Only the lines that include "context" should be copied from the data below.

Information shown below:

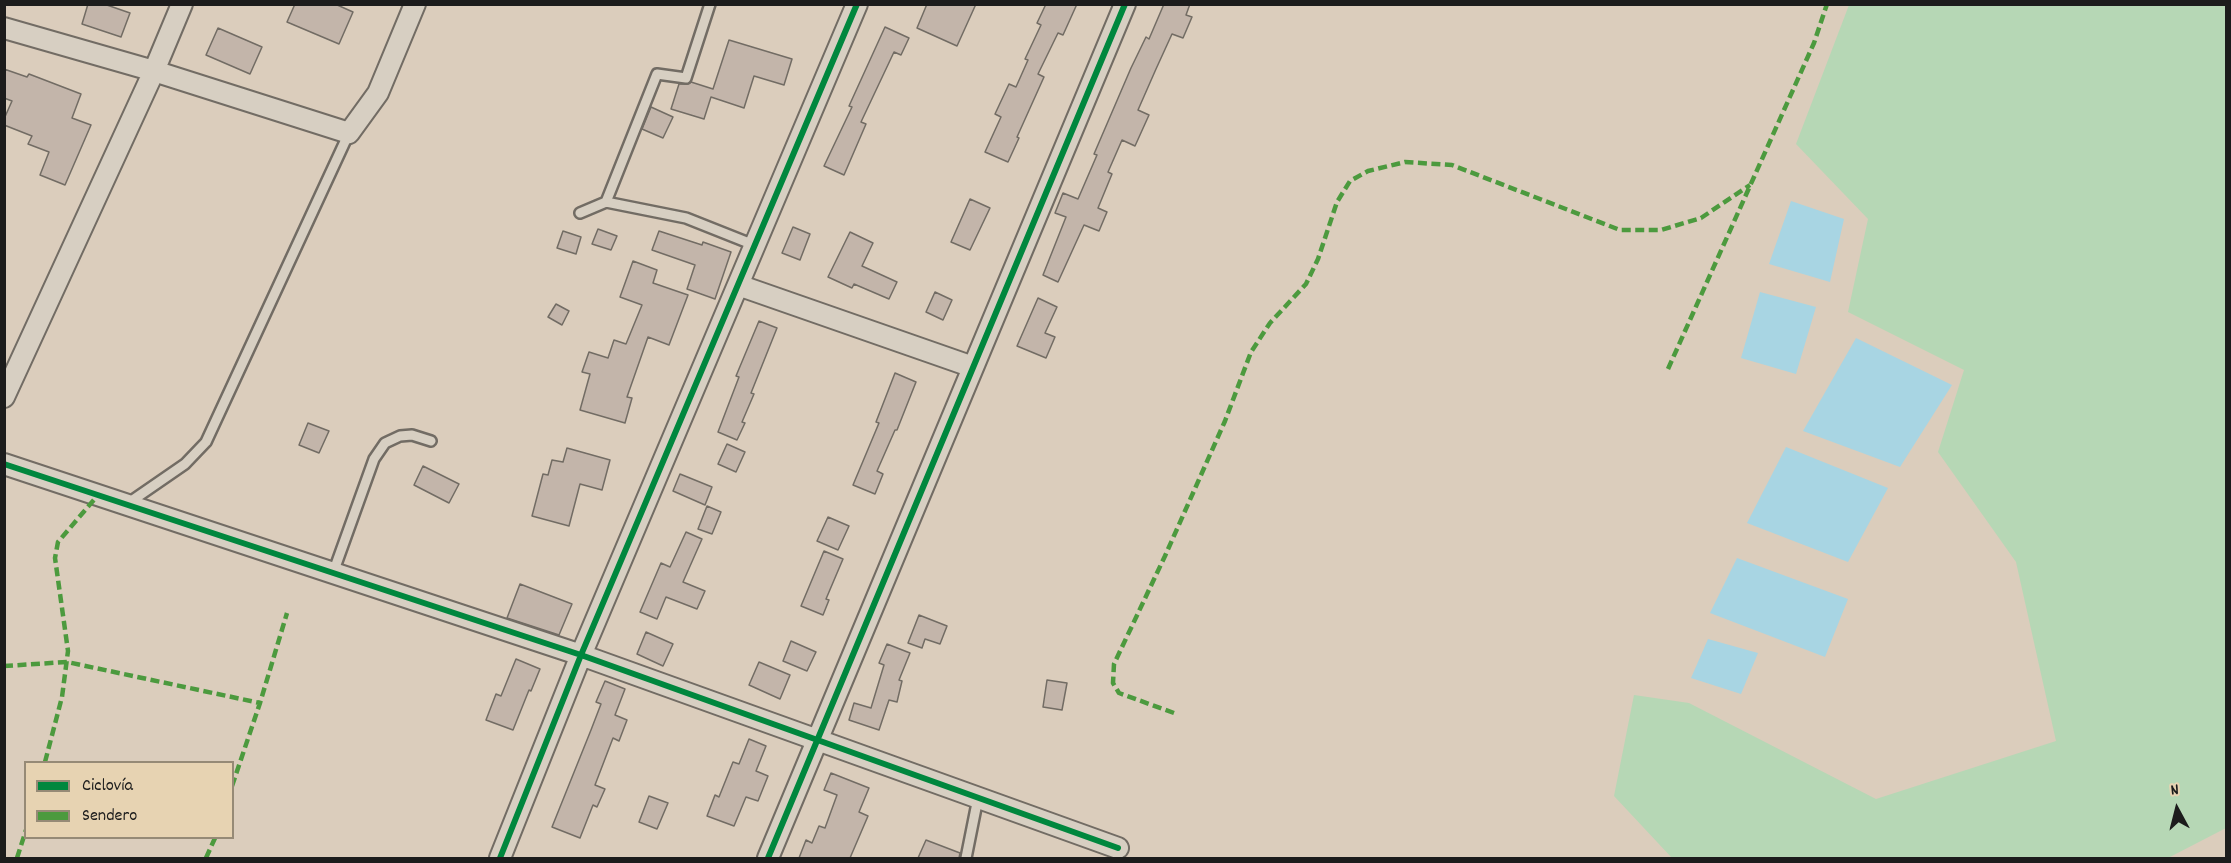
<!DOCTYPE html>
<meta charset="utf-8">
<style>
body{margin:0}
#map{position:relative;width:2231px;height:863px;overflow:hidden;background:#dbcdbc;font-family:Dekko,sans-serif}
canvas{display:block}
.frame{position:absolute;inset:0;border:6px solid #1c1c1c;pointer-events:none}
.legend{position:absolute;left:24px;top:761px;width:210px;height:78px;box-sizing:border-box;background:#e7d3b2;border:2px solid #968a76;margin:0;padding:8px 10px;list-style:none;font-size:18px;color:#1c1c1c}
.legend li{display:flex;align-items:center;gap:12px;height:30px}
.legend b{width:30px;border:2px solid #968a76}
.north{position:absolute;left:2147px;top:779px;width:60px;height:60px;-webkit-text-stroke:4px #e7d3b2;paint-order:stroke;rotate:353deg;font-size:16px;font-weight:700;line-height:24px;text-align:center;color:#1c1c1c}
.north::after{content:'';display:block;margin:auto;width:21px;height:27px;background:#1c1c1c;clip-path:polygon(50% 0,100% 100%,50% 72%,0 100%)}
</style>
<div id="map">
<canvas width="2231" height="863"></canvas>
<div class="frame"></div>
<ul class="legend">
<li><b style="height:8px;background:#00873e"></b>Ciclovía</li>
<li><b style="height:8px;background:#4c9a3e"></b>Sendero</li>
</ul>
<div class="north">N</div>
</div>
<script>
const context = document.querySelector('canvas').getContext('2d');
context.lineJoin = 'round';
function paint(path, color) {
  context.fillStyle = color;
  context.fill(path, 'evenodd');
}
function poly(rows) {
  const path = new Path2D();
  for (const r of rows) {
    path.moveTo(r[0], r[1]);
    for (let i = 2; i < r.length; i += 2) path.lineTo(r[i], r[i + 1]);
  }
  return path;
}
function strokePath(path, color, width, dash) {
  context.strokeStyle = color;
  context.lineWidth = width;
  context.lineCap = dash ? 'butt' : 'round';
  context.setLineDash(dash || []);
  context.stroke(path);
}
const green = poly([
 [1849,5,2226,5,2226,828,2168,858,1672,858,1614,796,1634,695,1689,703,1876,799,2056,741,2016,562,1938,452,1964,370,1848,312,1868,219,1796,144]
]);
const water = poly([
 [1791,201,1844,219,1830,282,1769,264],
 [1760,292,1816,307,1796,374,1741,358],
 [1856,338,1952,385,1900,467,1803,431],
 [1786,447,1888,488,1848,562,1747,523],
 [1737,558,1848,599,1825,657,1710,613],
 [1708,639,1758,653,1741,694,1691,678]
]);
const building = poly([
 [88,4,104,4,130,13,121,37,82,24,88,4],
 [295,4,335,4,353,12,339,44,287,22,295,4],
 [927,4,976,4,957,46,917,28,927,4],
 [1046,4,1077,4,1063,35,1058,33,1038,74,1044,77,1017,137,1019,138,1008,162,985,152,1001,117,995,114,1009,84,1016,87,1028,60,1025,59,1041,25,1037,23,1046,4],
 [1164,4,1190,4,1186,15,1192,17,1183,38,1172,34,1156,69,1138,110,1149,115,1135,146,1122,140,1108,172,1112,174,1098,208,1107,212,1099,231,1084,225,1058,282,1043,275,1066,217,1055,213,1063,193,1078,199,1097,155,1094,154,1131,68,1146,37,1149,39,1164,4],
 [885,27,909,38,901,55,894,52,861,122,866,124,844,175,824,166,852,107,849,106,885,27],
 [218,28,262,47,250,74,206,55,218,28],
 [729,40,792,59,784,85,754,76,744,108,711,97,704,119,671,109,679,84,688,84,691,82,713,89,729,40],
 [4,69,27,77,29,74,81,94,72,118,91,125,65,185,40,175,49,152,28,144,32,136,4,125,4,119,12,101,4,98,4,69],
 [651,107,673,117,663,138,642,129,651,107],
 [970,199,990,208,970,250,951,242,970,199],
 [793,227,810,234,800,260,782,253,793,227],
 [598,229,617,236,611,250,592,244,598,229],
 [563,231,581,237,576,254,557,248,563,231],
 [659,231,702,245,703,242,731,252,715,299,687,289,695,265,652,250,659,231],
 [850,232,873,243,862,266,897,282,889,299,854,284,852,288,828,277,850,232],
 [633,261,657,270,653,283,688,295,669,345,648,337,627,397,632,398,625,423,580,410,590,374,582,372,589,352,608,358,614,340,626,344,642,305,620,297,633,261],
 [935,292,952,300,943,320,926,312,935,292],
 [1038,298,1057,307,1045,333,1055,337,1046,358,1017,346,1038,298],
 [556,304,569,311,562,325,548,317,556,304],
 [759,321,777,328,751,393,754,394,742,422,745,423,737,440,718,432,739,377,736,376,759,321],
 [895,373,916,382,897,430,895,430,877,471,883,474,875,494,853,485,879,423,876,422,895,373],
 [308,423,329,431,319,453,299,445,308,423],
 [727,444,745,452,736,472,718,464,727,444],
 [567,448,610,460,602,490,580,484,569,526,532,516,543,474,548,475,552,460,563,462,567,448],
 [423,466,459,484,449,503,414,485,423,466],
 [680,474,712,487,705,505,673,491,680,474],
 [707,506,721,512,712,534,698,529,707,506],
 [828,517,849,526,838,550,817,541,828,517],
 [686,532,702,539,683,582,705,591,697,609,666,597,657,619,640,612,661,563,670,567,686,532],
 [824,551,843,559,826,599,829,600,823,615,801,606,824,551],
 [520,584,572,604,559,635,507,618,520,584],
 [919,615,947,626,940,644,925,639,922,648,908,643,919,615],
 [646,632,673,644,663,666,637,654,646,632],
 [791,641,816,652,807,671,783,661,791,641],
 [887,644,910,653,899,680,902,681,897,702,889,700,879,730,849,720,854,703,871,708,884,665,879,663,887,644],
 [516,659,540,669,531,691,529,690,513,730,486,720,496,694,501,696,516,659],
 [759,662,790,675,780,699,749,685,759,662],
 [1047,680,1067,683,1062,710,1043,707,1047,680],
 [605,681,625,689,615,715,627,720,619,741,613,738,595,785,605,789,597,807,593,805,580,838,552,827,591,730,601,704,596,702,605,681],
 [749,739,766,746,756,771,768,776,758,801,746,797,734,826,707,816,715,795,719,797,733,762,739,764,749,739],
 [831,773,869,788,859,812,868,816,850,858,799,858,806,840,812,843,819,826,825,828,837,795,824,790,831,773],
 [649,796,668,803,657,829,639,822,649,796],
 [926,840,960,853,959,858,918,858,926,840]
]);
const lane = poly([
 [606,202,657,74,686,78,710,4],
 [580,213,606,202,686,218,754,245],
 [127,504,185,464,206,442,349,133],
 [333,573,374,459,385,443,400,436,412,435,431,441],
 [966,858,978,798]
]);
const street = poly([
 [4,28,154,71,349,133,378,93,415,4],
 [738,285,973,367],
 [4,397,154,71,182,4],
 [4,464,581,655,1118,848],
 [500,858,581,655,857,4],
 [768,858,1125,4]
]);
const quiet = poly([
 [1668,369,1814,43,1827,4],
 [4,666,67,662,260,703],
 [1174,713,1119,693,1113,683,1114,664,1165,556,1225,421,1251,352,1270,323,1306,284,1318,259,1337,202,1350,181,1368,171,1405,162,1452,165,1620,230,1661,230,1701,218,1750,185],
 [45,762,62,697,68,651,55,558,58,542,98,495],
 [232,786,260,703,287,613],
 [17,858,26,830],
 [206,858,215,838]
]);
const cycleway = poly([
 [4,464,581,655,1118,848],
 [500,858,581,655,857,4],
 [768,858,1125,4]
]);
paint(green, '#b6d7b5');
paint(water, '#a8d5e3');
paint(building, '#c3b5aa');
strokePath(building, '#726c64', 1.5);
strokePath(lane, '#726c64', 14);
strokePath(street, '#726c64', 24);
strokePath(lane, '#d7cfc2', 9);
strokePath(street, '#d7cfc2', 20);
strokePath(quiet, '#4c9a3e', 4.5, [9, 4.5]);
strokePath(cycleway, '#00873e', 6);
</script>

End of Information shown.

Exercise result:
const context = document.querySelector('canvas').getContext('2d');
context.lineJoin = 'round';
  context.fillStyle = color;
  context.fill(path, 'evenodd');
  context.strokeStyle = color;
  context.lineWidth = width;
  context.lineCap = dash ? 'butt' : 'round';
  context.setLineDash(dash || []);
  context.stroke(path);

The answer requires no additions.